* **WHAT NEEDS TO BE DONE**
Where does the word "sheet" show up in the records? Copy every line that holds it.

* **EXTRACTED DATA**
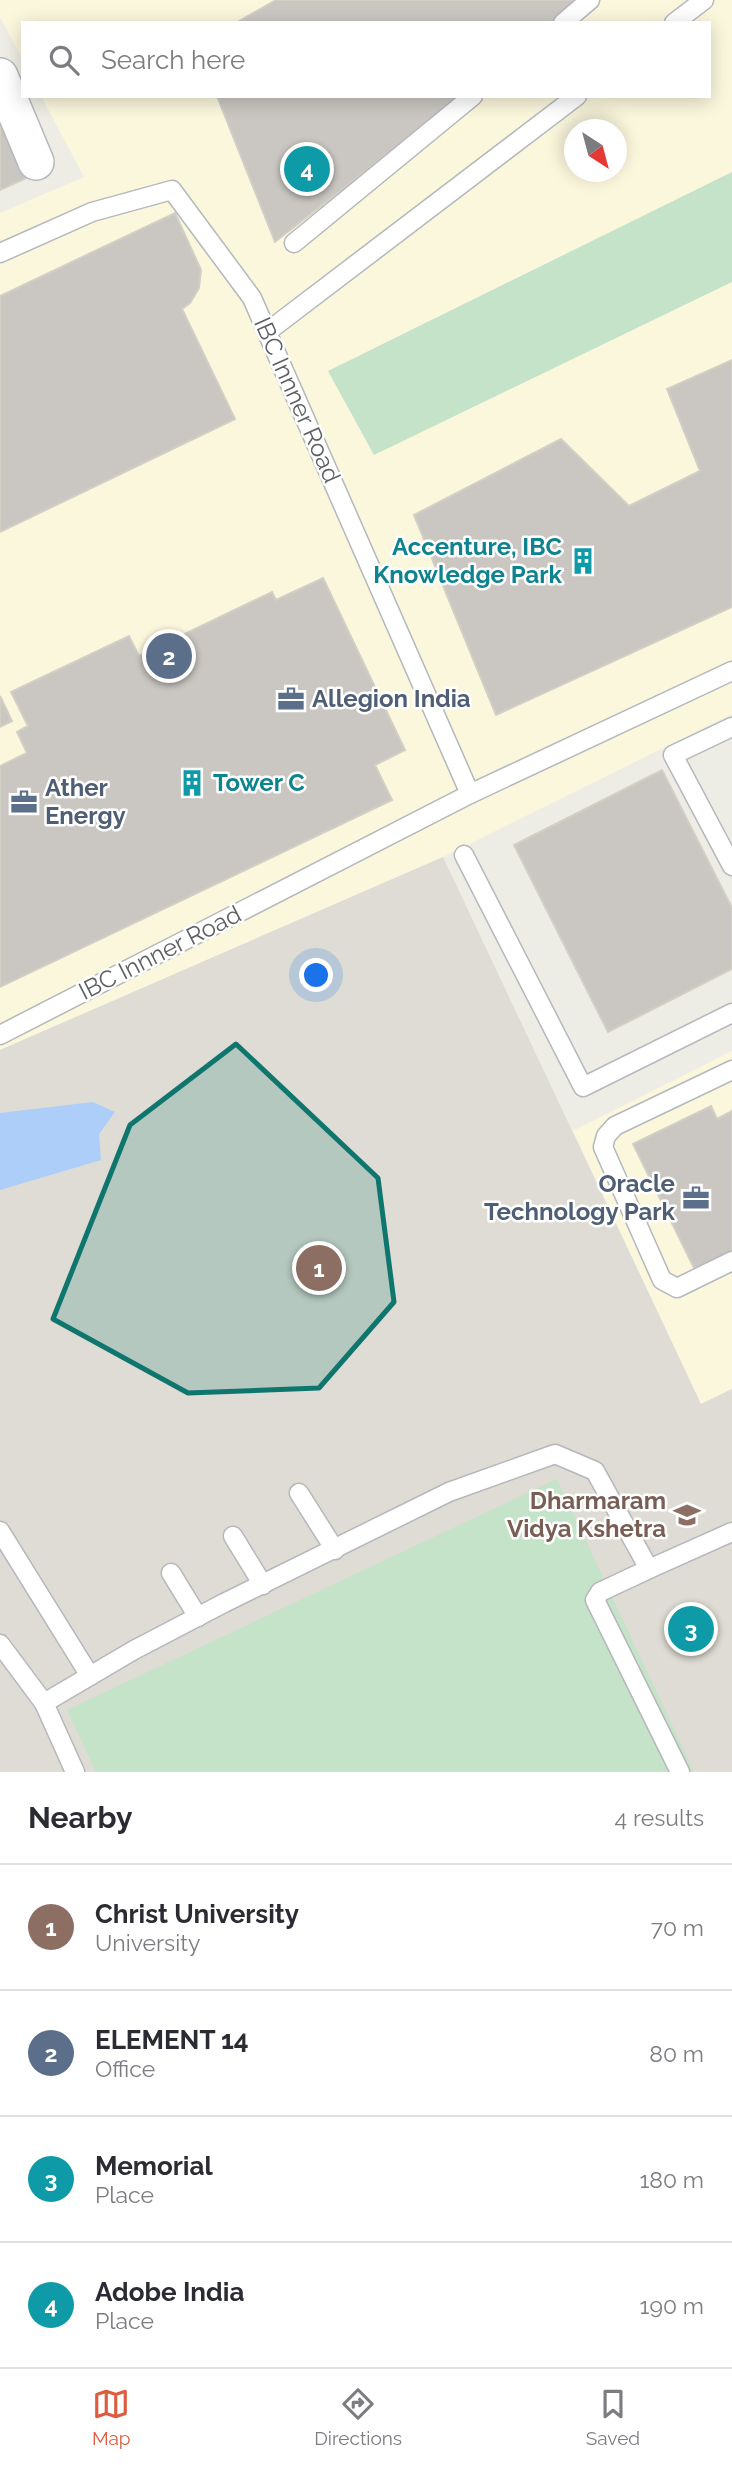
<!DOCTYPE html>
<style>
:root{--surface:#fff;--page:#f7f7f7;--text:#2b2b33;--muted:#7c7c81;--line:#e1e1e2;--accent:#db5c3f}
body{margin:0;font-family:Raleway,sans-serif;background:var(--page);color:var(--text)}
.compass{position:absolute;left:564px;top:119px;width:63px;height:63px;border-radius:50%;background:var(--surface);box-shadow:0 4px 18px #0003;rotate:144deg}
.you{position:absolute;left:317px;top:976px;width:24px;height:24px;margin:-18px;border:5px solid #fff;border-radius:50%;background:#1a73e8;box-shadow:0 0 0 10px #1a73e833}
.badge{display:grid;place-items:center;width:46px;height:46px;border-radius:50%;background:var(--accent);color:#fff;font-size:23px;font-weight:700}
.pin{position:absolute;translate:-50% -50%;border:4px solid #fff;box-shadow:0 2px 7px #0006}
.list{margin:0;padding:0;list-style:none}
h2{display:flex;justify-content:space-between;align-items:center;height:91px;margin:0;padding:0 28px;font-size:30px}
h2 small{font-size:23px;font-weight:400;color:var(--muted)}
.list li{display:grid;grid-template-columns:46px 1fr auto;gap:21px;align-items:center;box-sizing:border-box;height:126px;padding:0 28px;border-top:2px solid var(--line)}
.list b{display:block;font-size:26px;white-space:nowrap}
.list p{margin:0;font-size:23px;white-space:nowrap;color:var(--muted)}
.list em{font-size:23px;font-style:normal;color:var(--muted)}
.icon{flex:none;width:38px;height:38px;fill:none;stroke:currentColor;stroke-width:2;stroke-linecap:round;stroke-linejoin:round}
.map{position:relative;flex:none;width:732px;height:1772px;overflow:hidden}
.search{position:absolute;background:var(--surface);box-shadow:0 4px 18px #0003;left:21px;right:21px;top:21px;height:77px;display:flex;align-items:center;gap:18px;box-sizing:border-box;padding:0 24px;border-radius:0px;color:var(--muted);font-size:26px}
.sheet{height:595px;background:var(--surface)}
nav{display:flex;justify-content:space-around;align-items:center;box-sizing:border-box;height:98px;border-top:2px solid var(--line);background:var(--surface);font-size:19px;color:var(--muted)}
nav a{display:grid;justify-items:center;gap:4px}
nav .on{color:var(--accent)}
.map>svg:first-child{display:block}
</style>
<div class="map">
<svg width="732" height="1772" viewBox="0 0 732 1772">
<rect width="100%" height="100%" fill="#eeede5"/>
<g fill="#fbf7dd" fill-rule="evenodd">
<path d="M0 0H732V714L443 857 0 1050V213L84 177 41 96H709V23H23V60L0 17ZM574 130H616V172H574Z"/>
<path d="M732 1051V1389L701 1404 573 1131Z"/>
</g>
<path fill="#dedcd4" d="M443 857 701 1404 732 1389V1772H0V1050Z"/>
<g fill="#c4e3c8">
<path d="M732 172V282L374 455 328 371Z"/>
<path d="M557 1479 694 1772H96L67 1710Z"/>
</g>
<path fill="#accef8" d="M93 1102 115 1112 99 1134 101 1160 0 1190V1113Z"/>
<g fill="#cac7c2" stroke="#d2cfc4" stroke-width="2">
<path d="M276 0H583L554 23H236Z"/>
<path d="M0 78 42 171 0 190Z"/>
<path d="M217 96H461L275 242Z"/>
<path d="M175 213 201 270 199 288 190 303 182 309 235 419 0 532V296Z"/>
<path d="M732 360V607L496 715 414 515 561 439 629 506 700 471 667 389Z"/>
<path d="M323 578 405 750 375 765 392 800 0 987V766L27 753 17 732 28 726 11 692 129 636 139 656 272 592 276 600Z"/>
<path d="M0 696 12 721 0 727Z"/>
<path d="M662 770 732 908V969L608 1032 514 845Z"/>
<path d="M711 1106 717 1119 732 1111V1252L695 1270 633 1144Z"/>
</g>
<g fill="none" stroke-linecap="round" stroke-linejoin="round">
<defs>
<g id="service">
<path d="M563 23 590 0"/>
<path d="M674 23 704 0"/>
<path d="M294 243 473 96"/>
<path d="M0 253 92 212 172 190 252 298 470 794"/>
<path d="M267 332 577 96"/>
<path d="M732 727 673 755 732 866"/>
<path d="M464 855 583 1087 732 1013"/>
<path d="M0 1035 470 794 732 671"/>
<path d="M732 1070 615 1126 606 1136 603 1147 662 1280 677 1288 732 1261"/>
<path d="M299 1493 335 1550"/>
<path d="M0 1531 90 1676"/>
<path d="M233 1536 263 1585"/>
<path d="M649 1569 600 1592 595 1600 680 1772"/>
<path d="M171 1573 198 1617"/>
<path d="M0 1644 44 1703 75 1772"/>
<path d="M44 1703 134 1650 224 1603 449 1492 555 1454 595 1471 649 1569 732 1532"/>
</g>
<path id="minor" d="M0 76 36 162"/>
</defs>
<use href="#service" stroke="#b5b7bb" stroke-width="21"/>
<use href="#minor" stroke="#b5b7bb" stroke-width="38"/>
<use href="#service" stroke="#fff" stroke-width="18"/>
<use href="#minor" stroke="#fff" stroke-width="35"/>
</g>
<path fill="#0f766e" fill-opacity="0.2" stroke="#0f766e" stroke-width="5" stroke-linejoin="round" d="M236 1044 378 1178 394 1302 319 1388 188 1393 53 1319 130 1125Z"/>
<defs>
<symbol id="building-bare" viewBox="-9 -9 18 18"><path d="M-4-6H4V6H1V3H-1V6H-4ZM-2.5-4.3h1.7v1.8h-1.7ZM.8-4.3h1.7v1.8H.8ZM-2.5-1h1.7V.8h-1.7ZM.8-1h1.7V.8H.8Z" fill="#0f9aa8" stroke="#fff" stroke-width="2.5" paint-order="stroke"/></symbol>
<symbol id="office-bare" viewBox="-9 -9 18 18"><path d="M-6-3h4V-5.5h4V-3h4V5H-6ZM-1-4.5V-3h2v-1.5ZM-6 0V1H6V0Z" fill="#5c6f8a" stroke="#fff" stroke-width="2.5" paint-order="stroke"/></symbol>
<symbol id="university-bare" viewBox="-9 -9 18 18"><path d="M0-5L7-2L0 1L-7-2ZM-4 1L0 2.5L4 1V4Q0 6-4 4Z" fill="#8d6e63" stroke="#fff" stroke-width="2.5" paint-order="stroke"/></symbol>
</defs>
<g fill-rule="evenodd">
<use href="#building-bare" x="564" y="542" width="38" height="38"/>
<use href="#office-bare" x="272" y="680" width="38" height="38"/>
<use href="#building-bare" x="173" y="764" width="38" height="38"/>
<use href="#office-bare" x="5" y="783" width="38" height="38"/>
<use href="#office-bare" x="677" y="1179" width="38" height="38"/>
<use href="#university-bare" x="668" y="1496" width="38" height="38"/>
</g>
<g text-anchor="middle" stroke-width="5" stroke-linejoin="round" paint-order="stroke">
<g font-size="24" fill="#5d5f64" stroke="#fff">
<text transform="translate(297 400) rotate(66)" y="8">IBC Innner Road</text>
<text transform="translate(160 953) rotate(-27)" y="8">IBC Innner Road</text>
</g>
<g font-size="24" font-weight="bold" fill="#0d838f" stroke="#fff" text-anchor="end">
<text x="562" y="555">Accenture, IBC<tspan x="562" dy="28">Knowledge Park</tspan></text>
<text x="213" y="791" text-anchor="start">Tower C</text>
</g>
<g font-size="24" font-weight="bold" fill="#4e5e75" stroke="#fff" text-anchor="start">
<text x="312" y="707">Allegion India</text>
<text x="45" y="796">Ather<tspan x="45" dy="28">Energy</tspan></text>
<text x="675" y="1192" text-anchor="end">Oracle<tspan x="675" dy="28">Technology Park</tspan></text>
</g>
<g font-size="24" font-weight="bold" fill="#785e54" stroke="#fff" text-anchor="end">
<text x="666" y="1509">Dharmaram<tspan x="666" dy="28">Vidya Kshetra</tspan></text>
</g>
</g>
</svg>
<svg class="compass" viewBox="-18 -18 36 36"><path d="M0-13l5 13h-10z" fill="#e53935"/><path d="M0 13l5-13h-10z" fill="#7c7c81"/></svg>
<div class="you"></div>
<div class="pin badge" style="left:319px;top:1268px;background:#8d6e63">1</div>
<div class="pin badge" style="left:169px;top:656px;background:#5c6f8a">2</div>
<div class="pin badge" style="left:691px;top:1629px;background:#0f9aa8">3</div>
<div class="pin badge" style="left:307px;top:169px;background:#0f9aa8">4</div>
<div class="search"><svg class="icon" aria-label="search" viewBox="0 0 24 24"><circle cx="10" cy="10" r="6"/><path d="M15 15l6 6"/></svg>Search here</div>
</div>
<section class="sheet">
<h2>Nearby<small>4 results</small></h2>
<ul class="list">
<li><span class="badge" style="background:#8d6e63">1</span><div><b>Christ University</b><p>University</p></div><em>70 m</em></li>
<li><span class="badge" style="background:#5c6f8a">2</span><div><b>ELEMENT 14</b><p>Office</p></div><em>80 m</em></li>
<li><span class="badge" style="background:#0f9aa8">3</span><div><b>Memorial</b><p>Place</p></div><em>180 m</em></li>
<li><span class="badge" style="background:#0f9aa8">4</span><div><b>Adobe India</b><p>Place</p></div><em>190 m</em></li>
</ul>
</section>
<nav>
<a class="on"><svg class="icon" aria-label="map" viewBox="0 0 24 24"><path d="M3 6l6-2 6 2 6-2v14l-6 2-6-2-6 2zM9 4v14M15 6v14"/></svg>Map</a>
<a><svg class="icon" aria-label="directions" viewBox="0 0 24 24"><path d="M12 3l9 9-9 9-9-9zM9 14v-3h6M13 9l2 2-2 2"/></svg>Directions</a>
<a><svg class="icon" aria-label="saved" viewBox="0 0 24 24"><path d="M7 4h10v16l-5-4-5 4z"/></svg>Saved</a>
</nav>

* **TASK OUTPUT**
.sheet{height:595px;background:var(--surface)}
<section class="sheet">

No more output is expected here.